If you already hold a base health plan and want more cover cheaply, the top-up vs super top-up health insurance guide shows how extra medical cover is priced.
And when a hospital day finally comes, the cashless health insurance claim process guide walks through how cashless approval actually works.
For more protection basics, browse PaisaSeed's Insurance guides and the First-Time Insurance Buyers topic.
Bottom line
Surrendering your LIC policy to buy term insurance can be a smart move, but the order and the maths decide whether it helps or hurts.
Get the term plan issued first.
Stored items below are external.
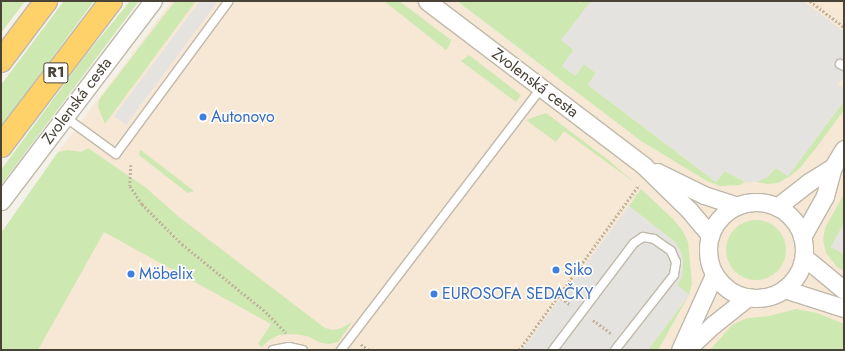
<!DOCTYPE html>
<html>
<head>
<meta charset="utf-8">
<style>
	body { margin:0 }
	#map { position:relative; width:845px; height:351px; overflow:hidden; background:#f4f1e8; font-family:Jost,sans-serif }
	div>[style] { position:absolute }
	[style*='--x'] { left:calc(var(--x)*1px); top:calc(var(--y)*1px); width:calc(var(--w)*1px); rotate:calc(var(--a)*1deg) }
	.commercial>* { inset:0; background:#f6e8d4 }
	.green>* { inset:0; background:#cee8b1 }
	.round { border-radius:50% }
	.parking>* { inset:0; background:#e5e3e0 }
	.path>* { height:2.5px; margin-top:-1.25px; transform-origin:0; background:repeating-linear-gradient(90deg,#c2b59c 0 2px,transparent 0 4px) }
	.roads { filter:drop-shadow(1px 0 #c0b9ab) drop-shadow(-1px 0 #c0b9ab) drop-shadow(0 1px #c0b9ab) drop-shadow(0 -1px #c0b9ab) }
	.lane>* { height:8px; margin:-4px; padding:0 4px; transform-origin:4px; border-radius:4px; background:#fff }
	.street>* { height:17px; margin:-8.5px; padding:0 8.5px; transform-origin:8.5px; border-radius:8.5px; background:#fff }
	.street>.ring { margin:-8.5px; padding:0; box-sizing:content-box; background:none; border:17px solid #fff; border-radius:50% }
	.highway>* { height:22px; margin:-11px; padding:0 11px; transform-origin:11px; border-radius:11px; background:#fed169 }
	.dots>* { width:11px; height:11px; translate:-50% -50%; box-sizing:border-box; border:2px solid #fff; border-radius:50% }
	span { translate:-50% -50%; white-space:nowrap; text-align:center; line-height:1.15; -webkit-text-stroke:3px #fff; paint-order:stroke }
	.shield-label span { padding:1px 3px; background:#fff; border:1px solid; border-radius:3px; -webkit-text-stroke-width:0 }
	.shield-label { font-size:15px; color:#484237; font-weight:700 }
	.street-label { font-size:16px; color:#484237 }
	.shop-label { font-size:16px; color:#366cbe }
	.left { translate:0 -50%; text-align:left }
	.frame { position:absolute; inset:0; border:2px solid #484237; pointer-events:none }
</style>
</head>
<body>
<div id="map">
	<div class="commercial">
		<i style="clip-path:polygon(172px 1px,457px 1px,537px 62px,582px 1px,844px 1px,844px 350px,1px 350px,1px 338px,68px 150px,58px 152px)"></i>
	</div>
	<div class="green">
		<i style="clip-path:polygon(1px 1px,25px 1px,1px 33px)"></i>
		<i style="clip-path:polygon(64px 1px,94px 1px,1px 127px,1px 85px)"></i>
		<i style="clip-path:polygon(130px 1px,139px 1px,1px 185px,1px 170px,86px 55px)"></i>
		<i style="clip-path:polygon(175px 1px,196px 1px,105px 124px,98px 107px,99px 100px)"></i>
		<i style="clip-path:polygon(384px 1px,399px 1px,451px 40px,449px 46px,446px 50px)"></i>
		<i style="clip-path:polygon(457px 1px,577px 1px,580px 3px,582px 1px,591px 1px,562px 40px,574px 50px,562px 66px,575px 75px,584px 64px,596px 73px,588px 85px,716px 182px,725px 171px,745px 182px,740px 185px,720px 186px,707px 181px,641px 141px)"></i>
		<i style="clip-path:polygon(469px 55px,521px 95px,516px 102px,461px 61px)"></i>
		<i style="clip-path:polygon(844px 101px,844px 110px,816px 148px,799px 169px,790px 176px,778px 183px,768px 184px,756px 182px,767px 177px,776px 168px,788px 176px)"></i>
		<i style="clip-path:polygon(546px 113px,607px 159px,635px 183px,564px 131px,556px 142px,526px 120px)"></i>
		<i style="clip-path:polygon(88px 148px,145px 187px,179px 217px,325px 328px,333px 330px,342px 328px,352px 322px,338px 342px,328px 344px,321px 343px,307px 336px,295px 334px,279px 335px,269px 340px,262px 347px,258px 344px,271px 324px,104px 232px,38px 350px,1px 350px,1px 233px,58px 152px,68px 150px,81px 152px)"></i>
		<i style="clip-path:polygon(140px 150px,142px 151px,194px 191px,188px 193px,185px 191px,139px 155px)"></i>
		<i style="clip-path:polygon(641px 189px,672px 218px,683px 231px,688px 242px,692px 284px,689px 295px,658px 350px,648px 350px,689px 295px,676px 285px,682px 277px,683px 261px,681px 252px,675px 242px,629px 206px)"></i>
		<i style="clip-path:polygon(844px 194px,844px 223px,831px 247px,844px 254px,844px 271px,837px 267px,826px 253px,823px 240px,825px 228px)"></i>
		<i class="round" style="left:726px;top:220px;width:60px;height:60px"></i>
		<i style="clip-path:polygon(796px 309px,817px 313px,844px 324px,844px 350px,710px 350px,732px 325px,740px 321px,748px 318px,769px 316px)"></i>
	</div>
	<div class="parking">
		<i style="clip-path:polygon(200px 1px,218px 1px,126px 125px,114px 116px)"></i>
		<i style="clip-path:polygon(591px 1px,803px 1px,844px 32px,844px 77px,838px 84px,844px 89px,844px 101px,788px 176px,776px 168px,767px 177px,756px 182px,745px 182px,725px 171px,716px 182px,588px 85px,596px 73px,584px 64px,575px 76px,562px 66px,574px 50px,561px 40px)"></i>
		<i style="clip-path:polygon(629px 206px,675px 242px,681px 252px,683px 261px,682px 277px,677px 285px,689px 295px,648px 350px,522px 350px)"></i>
		<i style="clip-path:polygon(844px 223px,844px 254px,831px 247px)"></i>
	</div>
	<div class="path">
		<i style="--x:810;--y:1;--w:43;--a:37.4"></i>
		<i style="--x:131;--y:165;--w:21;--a:93"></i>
		<i style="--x:130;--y:186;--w:22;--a:56"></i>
		<i style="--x:142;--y:204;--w:57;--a:45"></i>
		<i style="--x:182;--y:244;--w:108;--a:39"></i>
		<i style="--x:266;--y:312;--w:29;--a:46"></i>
		<i style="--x:558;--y:296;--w:16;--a:35"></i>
		<i style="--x:593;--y:320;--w:24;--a:36"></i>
		<i style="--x:361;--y:344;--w:10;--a:37"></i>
		<i style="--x:519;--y:350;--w:204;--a:-54"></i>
	</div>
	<div class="roads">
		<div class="lane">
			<i style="--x:840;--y:64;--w:4;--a:27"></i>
			<i style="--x:65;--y:117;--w:63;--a:36"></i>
			<i style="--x:116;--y:154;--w:190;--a:-53.6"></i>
			<i style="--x:273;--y:350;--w:16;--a:-11"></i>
			<i style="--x:289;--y:347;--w:14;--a:12"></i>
			<i style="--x:341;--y:350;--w:330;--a:-52.6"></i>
			<i style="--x:553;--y:350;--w:134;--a:-52.9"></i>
			<i style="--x:634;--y:243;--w:11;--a:-34"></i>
			<i style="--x:643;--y:237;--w:11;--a:10"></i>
			<i style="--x:654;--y:239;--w:21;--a:35"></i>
			<i style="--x:671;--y:251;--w:12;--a:66"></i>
			<i style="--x:676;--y:262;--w:13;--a:99"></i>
			<i style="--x:674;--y:275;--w:95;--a:128.2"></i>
		</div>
		<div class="street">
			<i style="--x:427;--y:1;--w:271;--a:37.2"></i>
			<i style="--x:643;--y:165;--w:64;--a:44.4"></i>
			<i style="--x:689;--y:210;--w:33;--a:50"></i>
			<i style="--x:657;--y:172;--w:52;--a:26.1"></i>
			<i style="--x:704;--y:195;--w:35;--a:18"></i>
			<i style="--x:1;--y:201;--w:251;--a:-52.8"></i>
			<i class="ring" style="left:708px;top:202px;width:79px;height:79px"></i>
			<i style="--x:777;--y:207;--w:41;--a:-38"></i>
			<i style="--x:809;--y:182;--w:28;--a:-32"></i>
			<i style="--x:802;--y:237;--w:47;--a:-60.7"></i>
			<i style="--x:825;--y:196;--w:30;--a:-75"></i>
			<i style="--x:833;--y:167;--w:21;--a:-59"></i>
			<i style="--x:804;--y:257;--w:52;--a:39.5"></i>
			<i style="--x:784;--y:289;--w:63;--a:17.6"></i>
			<i style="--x:680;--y:350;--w:82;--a:-65.6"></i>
			<i style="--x:686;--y:350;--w:38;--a:-43"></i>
			<i style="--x:714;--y:324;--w:43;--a:-38.5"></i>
		</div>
		<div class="highway">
			<i style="--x:1;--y:61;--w:75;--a:-53.1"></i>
			<i style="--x:1;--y:146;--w:182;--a:-52.8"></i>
		</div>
	</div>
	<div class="dots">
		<i style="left:203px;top:117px;background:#3f7fe0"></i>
		<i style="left:556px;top:270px;background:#3f7fe0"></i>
		<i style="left:131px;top:274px;background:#3f7fe0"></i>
		<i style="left:434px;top:294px;background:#3f7fe0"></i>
	</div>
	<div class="shield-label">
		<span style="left:56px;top:73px">R1</span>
	</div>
	<div class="street-label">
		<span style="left:535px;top:83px;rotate:37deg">Zvolenská cesta</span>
		<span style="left:77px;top:101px;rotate:-53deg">Zvolenská cesta</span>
	</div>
	<div class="shop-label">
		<span class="left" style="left:211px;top:117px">Autonovo</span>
		<span class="left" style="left:564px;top:270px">Siko</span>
		<span class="left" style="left:139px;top:274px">Möbelix</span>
		<span class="left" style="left:442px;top:294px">EUROSOFA SEDAČKY</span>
	</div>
	<div class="frame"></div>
</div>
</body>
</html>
Then compare your surrender value, the paid-up option, and the returns you would earn by investing the difference.
Do that, and you are not guessing. You are choosing with the numbers in front of you.
This guide is educational and not insurance, tax, legal, or financial advice. Insurance suitability depends on your dependants, income, liabilities, existing cover, health disclosures and policy wording. Read the policy document and speak to a qualified professional before buying or surrendering any policy.
FAQs
Will I lose money if I surrender my LIC policy early?
Often yes. Traditional plans pay only a surrender value, which is low in the early years and may be zero before you have paid premiums for the minimum period, commonly the first 2 to 3 years. Check your policy schedule for the exact figure.
Should I surrender my LIC policy or make it paid-up?
If the surrender loss is large or you are close to maturity, making the policy paid-up can be better. You stop paying, the cover reduces, and the policy stays active until maturity. Ask your insurer for both the surrender and paid-up quotes before deciding.
Can I buy term insurance before surrendering my LIC policy?
Yes, and this is the safer order. Buy the term plan, complete the medicals, and wait until it is issued and past the free-look window before you surrender anything, so your family is never left without cover.
Is term insurance better than an LIC endowment plan?
For pure protection, term insurance usually gives far higher cover for a lower premium. An endowment plan mixes cover with savings that often return around 4% to 6%. Which suits you depends on whether you will actually invest the difference yourself.
How much term cover should I buy?
A common rule of thumb is about 10 to 15 times your annual income, adjusted for loans, children's costs and any existing cover. Your real number depends on your dependants and liabilities.
What is the surrender value of an LIC policy?
It is the amount the insurer pays if you exit early, usually the higher of the Guaranteed Surrender Value and the Special Surrender Value. It is low in the early years and rises as the policy nears maturity.